Titolo: RIQUALIFICAZIONE URBANA DI PIAZZA DELLA CHIESA (IM)

2005

Capogruppo: Arch. Buccafurri Francesca


descrizione immagini persone localita

Introduzione
L’intervento in oggetto consiste nella riqualificazione urbana della piazza della Chiesa di Santo Stefano al Mare (Im): l’area, molto significativa sotto il profilo storico, urbano, architettonico e sociale, rappresenta, attraverso l’emergenza di quegli edifici speciali che fin dalle origini hanno rappresentato l’emblema di valori sociali spontaneamente riconosciuti, il proprio ruolo unificante di polo urbano.

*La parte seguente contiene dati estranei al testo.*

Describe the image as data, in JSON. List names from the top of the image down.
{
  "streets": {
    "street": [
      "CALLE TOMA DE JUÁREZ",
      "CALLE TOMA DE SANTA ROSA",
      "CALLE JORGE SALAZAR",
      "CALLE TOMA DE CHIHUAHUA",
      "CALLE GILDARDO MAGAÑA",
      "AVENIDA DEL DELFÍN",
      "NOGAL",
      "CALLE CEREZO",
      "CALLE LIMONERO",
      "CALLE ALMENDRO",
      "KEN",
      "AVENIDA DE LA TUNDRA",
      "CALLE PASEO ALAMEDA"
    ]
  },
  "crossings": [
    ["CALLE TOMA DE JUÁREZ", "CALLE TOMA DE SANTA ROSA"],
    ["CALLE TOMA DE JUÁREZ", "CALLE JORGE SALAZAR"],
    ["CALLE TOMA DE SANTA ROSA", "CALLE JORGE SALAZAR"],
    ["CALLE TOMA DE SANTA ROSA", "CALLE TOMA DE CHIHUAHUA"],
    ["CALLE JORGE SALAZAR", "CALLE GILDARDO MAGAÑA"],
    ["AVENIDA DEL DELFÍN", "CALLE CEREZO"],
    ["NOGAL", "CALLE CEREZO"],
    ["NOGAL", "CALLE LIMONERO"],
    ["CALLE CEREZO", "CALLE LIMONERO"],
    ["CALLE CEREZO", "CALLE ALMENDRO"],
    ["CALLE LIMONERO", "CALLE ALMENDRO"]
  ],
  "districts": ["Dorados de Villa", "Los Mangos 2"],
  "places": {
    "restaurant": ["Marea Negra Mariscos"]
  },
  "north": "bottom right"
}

In questo senso la piazza in oggetto rappresenta il nucleo centrale dell’abitato cittadino, aperta sul lungomare Gerolamo da Santo Stefano a sancire il confine fisico e allegorico tra il mare e la città, intesa come insieme organico di urbs e civitas. Si può infatti affermare che la piazza, un tempo utilizzata per tirare in secco le barche durante l’inverno, abbia quattro fronti edificati: i primi tre costituiti dalla pareti edilizie ricche di testimonianze architettoniche, tra le quali la chiesa parrocchiale del XIII secolo e l’Oratorio dalle eleganti linee settecentesche, ed il quarto rappresentato di volta in volta dal miraggio dell’approdo verso cui i cittadini indirizzavano i loro interessi commerciali.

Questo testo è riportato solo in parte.